The duplicate content is something that very few sites, most of the time are fought not even intentional, created by our content manager. There are other types of duplicate content that is intentional and can negatively affect the web.
What you need to know about duplicate content, in a very summary way, is that it occurs when the same content appears in multiple URLs and that in principle it is not a reason for penalization, unless a high percentage of your website has duplicate content. Having a few duplicate pages won’t make Google mad at us, but avoiding it will give you clues that we’re on the right track.
Although it does not imply a penalty, it can generate a loss of positioning potential because search engines do not know which are the most relevant pages for a given search. Below I will try some examples of duplicate content and how to fix them:
Canonicalization of the page
This is the most common reason for duplicate content, it occurs when your home page has more than one URL :
Each of the previous ones lead to the same page with the same content, having them without any redirection makes the search engine not know which one you want to direct people to.
You have two options:
- Do a redirect on the server to make sure there is only one page displayed to users.
- Define which subdomain you want to be the main (“www” or “non-www”) in Google Webmaster Tools .
Tags and categories
This occurs in blogs when many tag or category pages have the same content as other pages (something very, very common in the world of blogging). For example, we have a blog with 3 posts that has the following tags and categories:
- Title : How to fix duplicate content
- Tags : Duplicate Content, SEO, Tips
- Categories : SEO, tips, content
- Title : How to detect duplicate content
- Tags : duplicate content, SEO, content
- Categories : SEO, content
- Title : Tips for creating quality content
- Tags : tips, content, quality content
- Categories : SEO, content, tips
This is how the publications on each page of labels and content would look.
We can see what the following pages have the same post:
- SEO Tags and Duplicate Content .
- Categories SEO and Content .
- The tips category and the tips tag .
The solution depends on how you use the categories and the labels and how many there are in each publication . If you use few categories and many tags (like most people) add noindex , follow meta-tags to your tag pages, in this case your categories are the ones that will rank in the search results. If you use a lot of categories and a few tags, the thing would be reversed by adding the meta tags noindex , follow to your category pages.
This is happening more and more due to the huge increase in mobile traffic in the last year . What happens here is that two URLs for the page are presented on each and every page of a website.

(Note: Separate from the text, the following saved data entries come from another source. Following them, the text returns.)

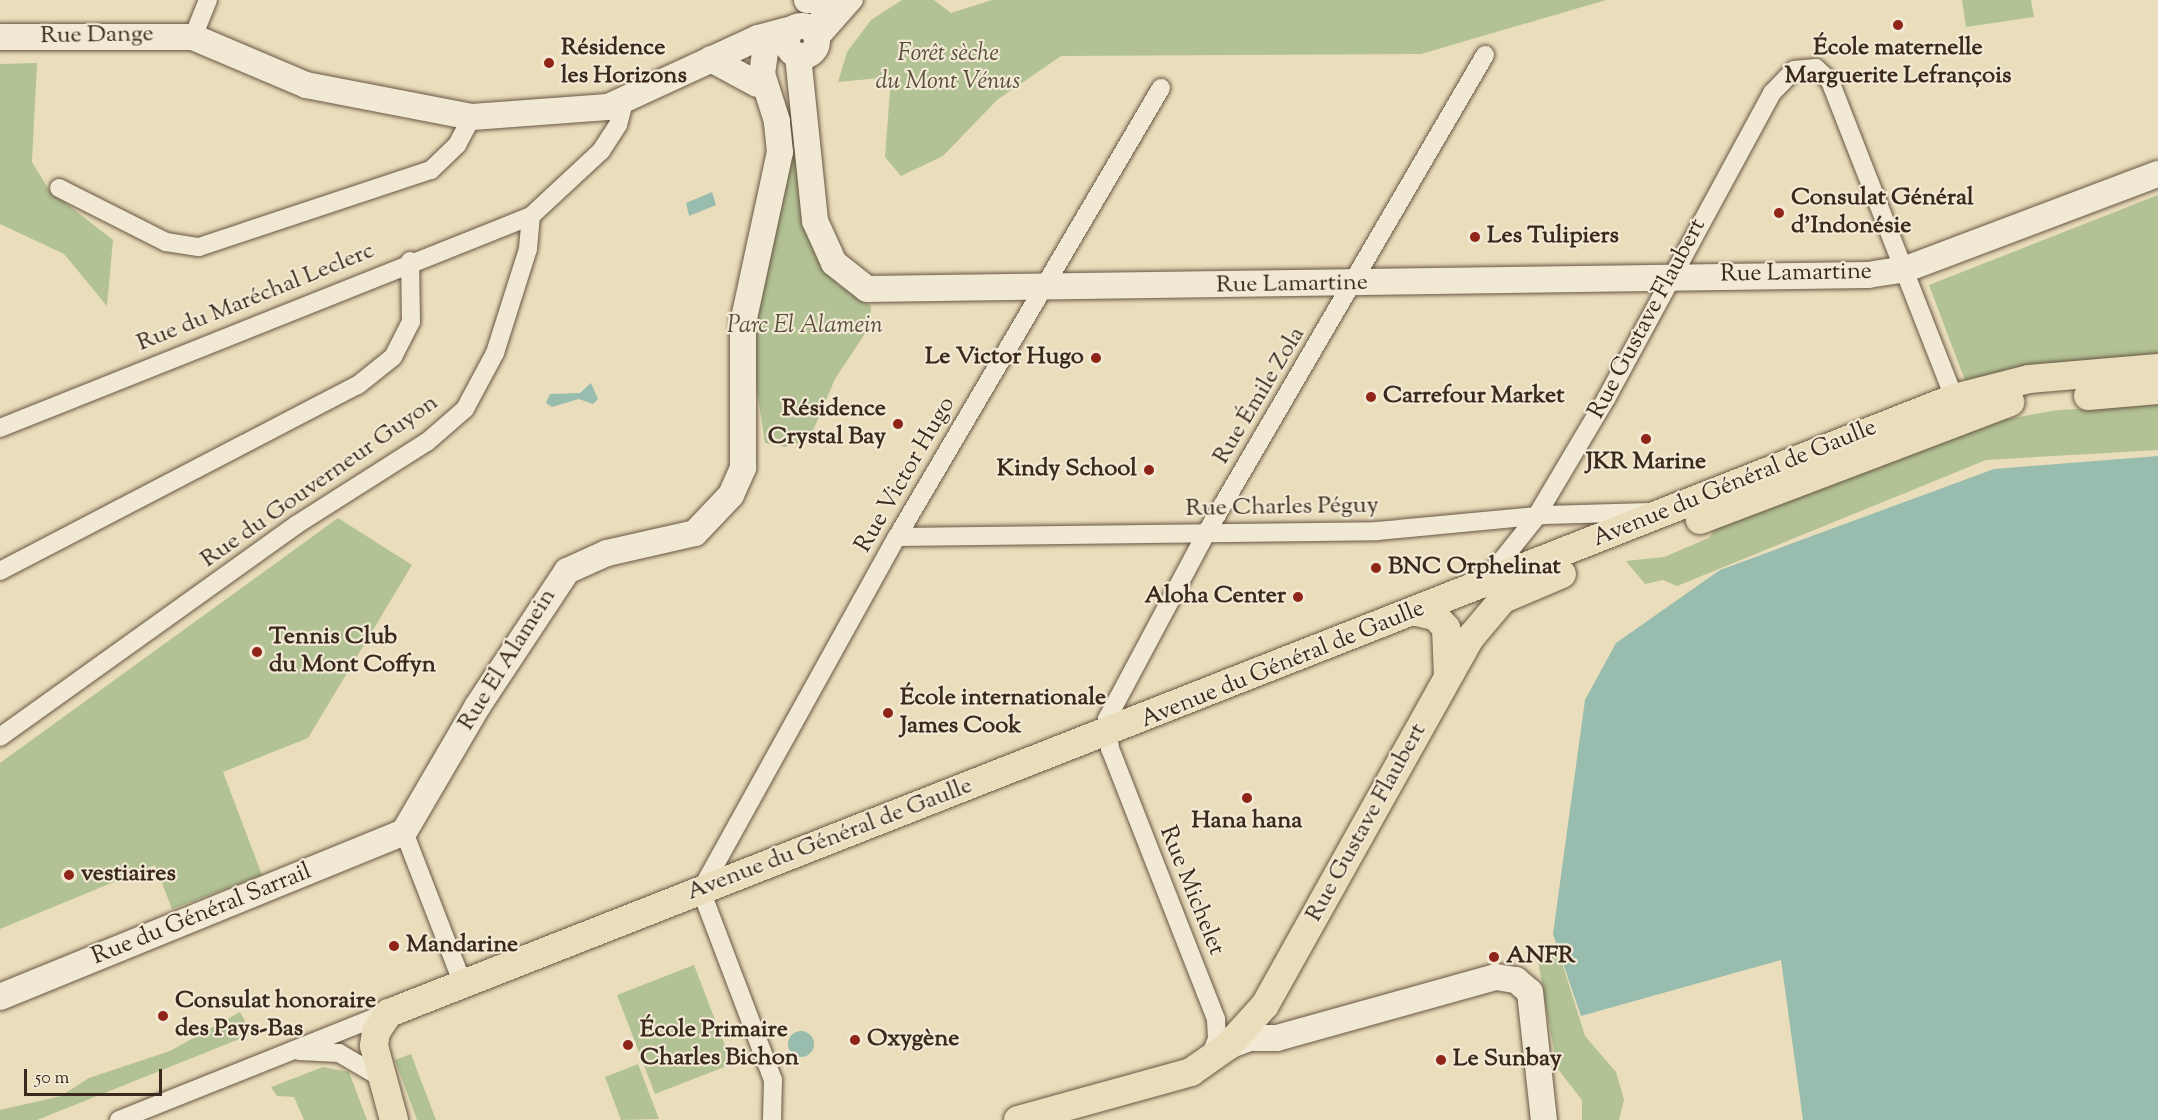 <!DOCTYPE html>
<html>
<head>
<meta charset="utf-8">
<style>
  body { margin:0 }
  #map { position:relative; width:2158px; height:1120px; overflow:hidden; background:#eaddbb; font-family:"Sorts Mill Goudy",serif }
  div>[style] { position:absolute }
  .green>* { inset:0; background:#b2c294 }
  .water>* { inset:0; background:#98bcad }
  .round { border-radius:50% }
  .roads { filter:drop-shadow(0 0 2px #675644) drop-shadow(0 0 2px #675644) }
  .street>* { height:18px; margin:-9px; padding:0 9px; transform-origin:9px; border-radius:9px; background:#f1e9d3 }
  .secondary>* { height:26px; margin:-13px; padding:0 13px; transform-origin:13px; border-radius:13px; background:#f1e9d3 }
  .secondary>.ring { margin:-13px; padding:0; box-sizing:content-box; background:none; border:26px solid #f1e9d3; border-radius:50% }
  .primary>* { height:28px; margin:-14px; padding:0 14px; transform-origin:14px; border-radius:14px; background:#eaddbb }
  .dots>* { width:16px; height:16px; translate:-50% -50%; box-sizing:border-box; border:3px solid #f1e9d3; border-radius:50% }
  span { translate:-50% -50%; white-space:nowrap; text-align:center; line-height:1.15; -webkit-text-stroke:4.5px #f1e9d3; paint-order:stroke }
  .street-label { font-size:24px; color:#3b291d }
  .poi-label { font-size:24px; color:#3b291d; font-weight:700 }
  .left { translate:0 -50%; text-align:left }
  .right { translate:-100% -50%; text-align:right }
  .park-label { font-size:24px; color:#594f3b; font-style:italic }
  .scale { position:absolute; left:24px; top:1069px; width:138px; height:27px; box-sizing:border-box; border:3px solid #3b291d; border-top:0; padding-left:8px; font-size:18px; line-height:21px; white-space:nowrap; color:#3b291d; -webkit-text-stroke:4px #f1e9d3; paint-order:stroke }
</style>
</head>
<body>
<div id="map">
  <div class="green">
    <i style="clip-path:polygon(902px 0,934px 0,951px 13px,992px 0,1606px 0,1421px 54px,1061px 56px,997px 100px,943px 156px,901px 176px,885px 157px,891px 77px,838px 82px,847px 52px,871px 20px)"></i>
    <i style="clip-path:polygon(1962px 0,2031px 0,2034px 17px,1966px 27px)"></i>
    <i style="clip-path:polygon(37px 63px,32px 162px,49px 190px,113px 240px,107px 306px,64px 254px,0 224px,0 64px)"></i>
    <i style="clip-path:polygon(793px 91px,803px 224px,838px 285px,871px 306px,870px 326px,835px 379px,809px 440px,785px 447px,765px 443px,753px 364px,753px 313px)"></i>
    <i style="clip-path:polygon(2158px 195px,2158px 359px,1966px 383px,1929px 285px)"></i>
    <i style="clip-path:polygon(2158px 405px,2158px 450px,1986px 460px,1677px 586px,1663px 580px,1645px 584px,1626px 561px,1664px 557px,1709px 538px,1716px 527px,1996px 421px,2058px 410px)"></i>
    <i style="clip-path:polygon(338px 518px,412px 565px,308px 738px,223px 772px,262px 875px,172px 909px,155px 865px,0 929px,0 763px)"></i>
    <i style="clip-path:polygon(1558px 950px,1585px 1036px,1616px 1072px,1624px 1100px,1619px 1120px,1582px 1120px,1582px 1100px,1557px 1068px,1538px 961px)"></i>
    <i style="clip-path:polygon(694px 965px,732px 1064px,655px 1094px,617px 995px)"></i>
    <i style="clip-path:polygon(240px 1012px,252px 1034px,37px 1120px,0 1120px,0 1110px,61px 1096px,89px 1078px,170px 1051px)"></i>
    <i style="clip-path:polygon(411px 1054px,436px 1120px,417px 1120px,395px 1060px)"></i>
    <i style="clip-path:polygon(638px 1064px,659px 1119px,621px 1120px,605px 1077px)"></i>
    <i style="clip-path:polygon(323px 1067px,349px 1072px,367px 1120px,304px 1120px,294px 1097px,277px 1096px,271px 1087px)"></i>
  </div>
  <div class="water">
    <i style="clip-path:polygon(712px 192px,716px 205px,689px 216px,686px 203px)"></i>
    <i style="clip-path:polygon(591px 383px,598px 399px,593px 404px,579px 399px,552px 407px,546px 403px,550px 394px,580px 393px)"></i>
    <i style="clip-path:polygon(2158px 456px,2158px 1120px,1803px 1120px,1781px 960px,1581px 1016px,1553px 934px,1585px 700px,1616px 643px,1720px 570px,1994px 469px)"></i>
    <i class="round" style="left:788px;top:1031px;width:26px;height:26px"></i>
  </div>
  <div class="roads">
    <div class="street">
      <i style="left:808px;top:27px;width:45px;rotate:-36.9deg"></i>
      <i style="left:193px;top:37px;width:40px;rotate:-68deg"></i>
      <i style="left:817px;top:42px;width:56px;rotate:-48.6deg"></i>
      <i style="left:59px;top:188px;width:120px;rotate:26.8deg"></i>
      <i style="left:166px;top:242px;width:33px;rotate:9deg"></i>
      <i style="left:199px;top:247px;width:244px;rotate:-18.4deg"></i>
      <i style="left:431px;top:170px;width:36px;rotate:-44deg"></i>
      <i style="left:457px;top:145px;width:32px;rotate:-62deg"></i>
      <i style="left:0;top:428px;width:572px;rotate:-21.76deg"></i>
      <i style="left:897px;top:537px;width:480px;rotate:-0.7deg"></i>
      <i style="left:1377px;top:531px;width:169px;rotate:-5.4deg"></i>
      <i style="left:1545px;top:515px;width:105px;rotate:-1.6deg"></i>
      <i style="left:0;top:571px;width:403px;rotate:-27.5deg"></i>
      <i style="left:358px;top:385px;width:45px;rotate:-38.7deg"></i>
      <i style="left:393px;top:357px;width:39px;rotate:-63deg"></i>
      <i style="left:411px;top:322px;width:61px;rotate:-90.9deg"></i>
      <i style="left:1486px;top:580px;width:77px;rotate:-51.3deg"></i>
      <i style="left:1534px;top:520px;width:143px;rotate:-59.3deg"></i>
      <i style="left:1607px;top:397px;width:346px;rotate:-61.5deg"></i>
      <i style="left:1772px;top:93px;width:32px;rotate:-46deg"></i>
      <i style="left:1794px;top:70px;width:22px;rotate:-5deg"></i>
      <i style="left:1816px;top:68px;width:19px;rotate:43deg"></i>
      <i style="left:1830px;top:81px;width:340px;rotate:68.6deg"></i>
      <i style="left:0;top:737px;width:364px;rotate:-35.6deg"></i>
      <i style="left:296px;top:525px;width:155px;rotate:-32.4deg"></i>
      <i style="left:427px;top:442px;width:50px;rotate:-41deg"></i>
      <i style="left:465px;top:409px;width:64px;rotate:-61.8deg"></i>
      <i style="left:495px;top:353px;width:109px;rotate:-72.4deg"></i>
      <i style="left:528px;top:249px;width:33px;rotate:-85deg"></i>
      <i style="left:531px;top:216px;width:96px;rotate:-42.9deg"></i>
      <i style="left:601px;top:151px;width:31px;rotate:-57deg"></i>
      <i style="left:618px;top:125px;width:23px;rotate:-75deg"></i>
      <i style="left:404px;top:832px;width:166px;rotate:68.8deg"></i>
      <i style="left:299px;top:1051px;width:40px;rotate:2.9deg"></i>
      <i style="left:339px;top:1053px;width:48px;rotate:30.3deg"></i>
      <i style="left:1209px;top:1058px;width:21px;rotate:-67deg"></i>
      <i style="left:1217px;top:1039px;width:20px;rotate:-93deg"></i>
      <i style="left:1216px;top:1019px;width:290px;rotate:-111.4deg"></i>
      <i style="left:1110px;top:749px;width:30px;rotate:-96deg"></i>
      <i style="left:1107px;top:719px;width:214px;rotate:-61.9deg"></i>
      <i style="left:1208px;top:530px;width:550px;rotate:-59.75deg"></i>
      <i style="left:119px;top:1120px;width:289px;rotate:-21.8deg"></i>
      <i style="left:772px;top:1120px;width:40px;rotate:-88.6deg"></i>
      <i style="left:773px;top:1080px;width:203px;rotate:-110.8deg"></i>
      <i style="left:701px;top:890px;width:404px;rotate:-61deg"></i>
      <i style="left:897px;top:537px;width:521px;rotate:-59.55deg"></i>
    </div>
    <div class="secondary">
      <i style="left:807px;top:0;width:28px"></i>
      <i class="ring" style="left:787px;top:26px;width:4px;height:4px"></i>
      <i style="left:0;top:37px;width:193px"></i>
      <i style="left:193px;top:37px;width:123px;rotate:23deg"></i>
      <i style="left:306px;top:85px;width:169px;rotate:10.9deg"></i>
      <i style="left:472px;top:117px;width:136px;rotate:-4.2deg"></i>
      <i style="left:608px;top:107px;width:165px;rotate:-24.7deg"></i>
      <i style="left:758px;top:38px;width:35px;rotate:-15deg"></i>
      <i style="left:798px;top:56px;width:166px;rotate:84.1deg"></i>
      <i style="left:815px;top:221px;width:46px;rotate:65.7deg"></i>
      <i style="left:834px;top:263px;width:42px;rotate:38.2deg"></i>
      <i style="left:867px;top:289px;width:1001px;rotate:-0.8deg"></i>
      <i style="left:1868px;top:275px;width:38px;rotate:-9deg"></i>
      <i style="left:1906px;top:269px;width:269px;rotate:-20.7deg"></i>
      <i style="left:711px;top:59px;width:52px;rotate:28.5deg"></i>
      <i style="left:0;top:997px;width:436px;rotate:-22.2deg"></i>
      <i style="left:404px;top:832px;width:145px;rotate:-59.7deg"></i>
      <i style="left:477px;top:707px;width:163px;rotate:-56.5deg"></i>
      <i style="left:567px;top:571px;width:44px;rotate:-24.2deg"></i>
      <i style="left:607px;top:553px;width:90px;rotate:-12.8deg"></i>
      <i style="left:695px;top:533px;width:52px;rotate:-46.5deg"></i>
      <i style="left:731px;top:495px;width:30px;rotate:-66deg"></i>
      <i style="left:743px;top:468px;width:145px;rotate:-90deg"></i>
      <i style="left:743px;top:323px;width:175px;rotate:-77.8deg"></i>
      <i style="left:780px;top:152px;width:31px;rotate:-96deg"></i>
      <i style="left:777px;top:121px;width:49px;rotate:-107.7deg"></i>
      <i style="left:762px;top:74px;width:22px;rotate:-82deg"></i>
      <i style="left:1228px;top:1046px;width:23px;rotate:-20deg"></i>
      <i style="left:1250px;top:1038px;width:27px"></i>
      <i style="left:1277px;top:1038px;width:227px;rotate:-15.6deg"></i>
      <i style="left:1496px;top:977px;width:20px;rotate:9deg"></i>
      <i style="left:1516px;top:980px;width:18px;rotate:41deg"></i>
      <i style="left:1530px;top:992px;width:129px;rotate:83.8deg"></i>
    </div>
    <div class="primary">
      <i style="left:2088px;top:396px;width:70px;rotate:-4.9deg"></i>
      <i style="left:1700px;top:520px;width:332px;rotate:-20.8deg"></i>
      <i style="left:1417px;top:612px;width:18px;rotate:13deg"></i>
      <i style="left:1435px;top:616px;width:16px;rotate:47deg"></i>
      <i style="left:1446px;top:628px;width:47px;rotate:87.6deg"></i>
      <i style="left:394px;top:1120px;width:77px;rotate:-105.1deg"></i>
      <i style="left:374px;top:1046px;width:14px;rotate:-82deg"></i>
      <i style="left:376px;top:1032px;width:23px;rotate:-56deg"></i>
      <i style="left:389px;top:1013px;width:1682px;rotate:-21.45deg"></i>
      <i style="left:1954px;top:398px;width:77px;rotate:-14.2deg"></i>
      <i style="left:2029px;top:379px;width:129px;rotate:-4.9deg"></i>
      <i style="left:1018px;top:1120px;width:180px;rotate:-15.5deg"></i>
      <i style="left:1191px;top:1072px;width:45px;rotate:-35.1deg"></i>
      <i style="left:1228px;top:1046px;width:55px;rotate:-47.9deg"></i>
      <i style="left:1265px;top:1005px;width:422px;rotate:-60.8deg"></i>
      <i style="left:1471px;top:637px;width:50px;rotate:-49.9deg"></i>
      <i style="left:1503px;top:599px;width:64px;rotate:-23deg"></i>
    </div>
  </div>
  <div class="dots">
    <i style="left:1898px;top:25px;background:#8f2418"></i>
    <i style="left:549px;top:63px;background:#8f2418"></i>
    <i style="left:1779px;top:213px;background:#8f2418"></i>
    <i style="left:1475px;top:237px;background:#8f2418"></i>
    <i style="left:1096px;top:358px;background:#8f2418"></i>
    <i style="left:1371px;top:397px;background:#8f2418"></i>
    <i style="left:898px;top:424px;background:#8f2418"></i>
    <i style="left:1646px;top:439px;background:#8f2418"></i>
    <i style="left:1149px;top:470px;background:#8f2418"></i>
    <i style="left:1376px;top:568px;background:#8f2418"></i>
    <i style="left:1298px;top:597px;background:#8f2418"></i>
    <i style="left:257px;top:652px;background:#8f2418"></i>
    <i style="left:888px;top:713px;background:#8f2418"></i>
    <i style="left:1247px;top:798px;background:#8f2418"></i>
    <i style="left:69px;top:875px;background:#8f2418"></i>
    <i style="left:394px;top:946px;background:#8f2418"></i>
    <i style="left:1494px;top:957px;background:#8f2418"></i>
    <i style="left:163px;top:1016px;background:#8f2418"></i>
    <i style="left:855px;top:1040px;background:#8f2418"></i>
    <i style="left:628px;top:1045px;background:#8f2418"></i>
    <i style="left:1441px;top:1060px;background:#8f2418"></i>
  </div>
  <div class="street-label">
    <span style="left:97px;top:36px;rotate:-1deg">Rue Dange</span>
    <span style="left:1796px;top:274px;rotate:-1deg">Rue Lamartine</span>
    <span style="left:1292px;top:285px;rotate:-1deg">Rue Lamartine</span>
    <span style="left:256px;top:298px;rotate:-22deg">Rue du Maréchal Leclerc</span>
    <span style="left:1648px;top:319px;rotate:-62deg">Rue Gustave Flaubert</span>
    <span style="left:1260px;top:396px;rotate:-59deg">Rue Émile Zola</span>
    <span style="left:906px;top:475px;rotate:-60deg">Rue Victor Hugo</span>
    <span style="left:320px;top:482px;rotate:-35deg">Rue du Gouverneur Guyon</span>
    <span style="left:1735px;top:484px;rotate:-22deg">Avenue du Général de Gaulle</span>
    <span style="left:1282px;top:508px;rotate:-1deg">Rue Charles Péguy</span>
    <span style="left:508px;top:660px;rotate:-58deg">Rue El Alamein</span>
    <span style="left:1283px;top:665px;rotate:-22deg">Avenue du Général de Gaulle</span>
    <span style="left:1367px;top:823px;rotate:-61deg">Rue Gustave Flaubert</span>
    <span style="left:830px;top:840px;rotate:-21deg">Avenue du Général de Gaulle</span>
    <span style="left:1191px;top:891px;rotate:68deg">Rue Michelet</span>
    <span style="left:202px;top:915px;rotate:-22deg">Rue du Général Sarrail</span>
  </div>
  <div class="poi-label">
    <span class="left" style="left:561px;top:63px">Résidence<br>les Horizons</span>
    <span style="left:1898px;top:63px">École maternelle<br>Marguerite Lefrançois</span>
    <span class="left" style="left:1791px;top:213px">Consulat Général<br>d'Indonésie</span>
    <span class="left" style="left:1487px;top:237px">Les Tulipiers</span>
    <span class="right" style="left:1084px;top:358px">Le Victor Hugo</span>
    <span class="left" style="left:1383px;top:397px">Carrefour Market</span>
    <span class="right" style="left:886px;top:424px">Résidence<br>Crystal Bay</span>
    <span style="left:1646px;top:463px">JKR Marine</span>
    <span class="right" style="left:1137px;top:470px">Kindy School</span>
    <span class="left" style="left:1388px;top:568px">BNC Orphelinat</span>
    <span class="right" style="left:1286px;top:597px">Aloha Center</span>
    <span class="left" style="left:269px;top:652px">Tennis Club<br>du Mont Coffyn</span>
    <span class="left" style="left:900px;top:713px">École internationale<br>James Cook</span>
    <span style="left:1247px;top:822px">Hana hana</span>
    <span class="left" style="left:81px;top:875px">vestiaires</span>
    <span class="left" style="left:406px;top:946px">Mandarine</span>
    <span class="left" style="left:1506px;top:957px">ANFR</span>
    <span class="left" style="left:175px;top:1016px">Consulat honoraire<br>des Pays-Bas</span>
    <span class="left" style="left:640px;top:1045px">École Primaire<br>Charles Bichon</span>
    <span class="left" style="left:867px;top:1040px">Oxygène</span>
    <span class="left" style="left:1453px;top:1060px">Le Sunbay</span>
  </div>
  <div class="park-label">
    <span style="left:948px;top:69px">Forêt sèche<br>du Mont Vénus</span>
    <span style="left:805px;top:327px">Parc El Alamein</span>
  </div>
  <div class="scale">50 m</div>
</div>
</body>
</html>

There are a few possible solutions, the first is to make the mobile website different from the normal one, with all the pages with different URLs and different designs that present the information according to the device with which the web is accessed.
The latter requires a lot of time and effort, the recommended thing in the case of not having time is to create a responsive design that dynamically adapts the web design based on the resolution of the visitor’s screen.
Finally, the quickest solution is to add rel = canonical tags to all pages from the mobile website to the normal website.
Parameters in the URL
There are many types of parameters, especially in e-commerce : product filters (color, size, score, etc.), ordering (lowest price, relevance, highest price, grid, etc.) and user sessions. The problem is that many of these parameters do not change the content of the page , that causes that there are many URLs for the same content.
In this example we can see three parameters: color, low price and high price.
The solution for any problem with the parameters is to add a rel = canonical tag to the original page, simply with this you can avoid any type of confusion by Google with the original page.
Another possible solution is to indicate to Google through Google Webmaster Tools > Configuration> URL parameters which parameters should be ignored when indexing pages on your website.
Pagination refers to when an article, product list, or tag and category pages have more than one page. Although the pages have different content, they are all focused on the same topic. This is a huge problem on e-commerce pages where they have hundreds of articles in the same category.
Currently there are rel = next and rel = prev tags that allow search engines to know that all pages belong to the same category / publication, not indexing all pages and focusing all the positioning potential on the first page.
Another solution is to find the pagination parameter in the URL and enter it in Google Webmaster Tools so that it is not indexed.
In addition to these, there are many more causes of unintended duplicate content, but these are perhaps the most common and those with a more or less simple solution. Duplicate content is something to be constantly on the lookout for , as having a few duplicate pages is an easy solution, but when this number becomes gigantic it can be a very tedious task.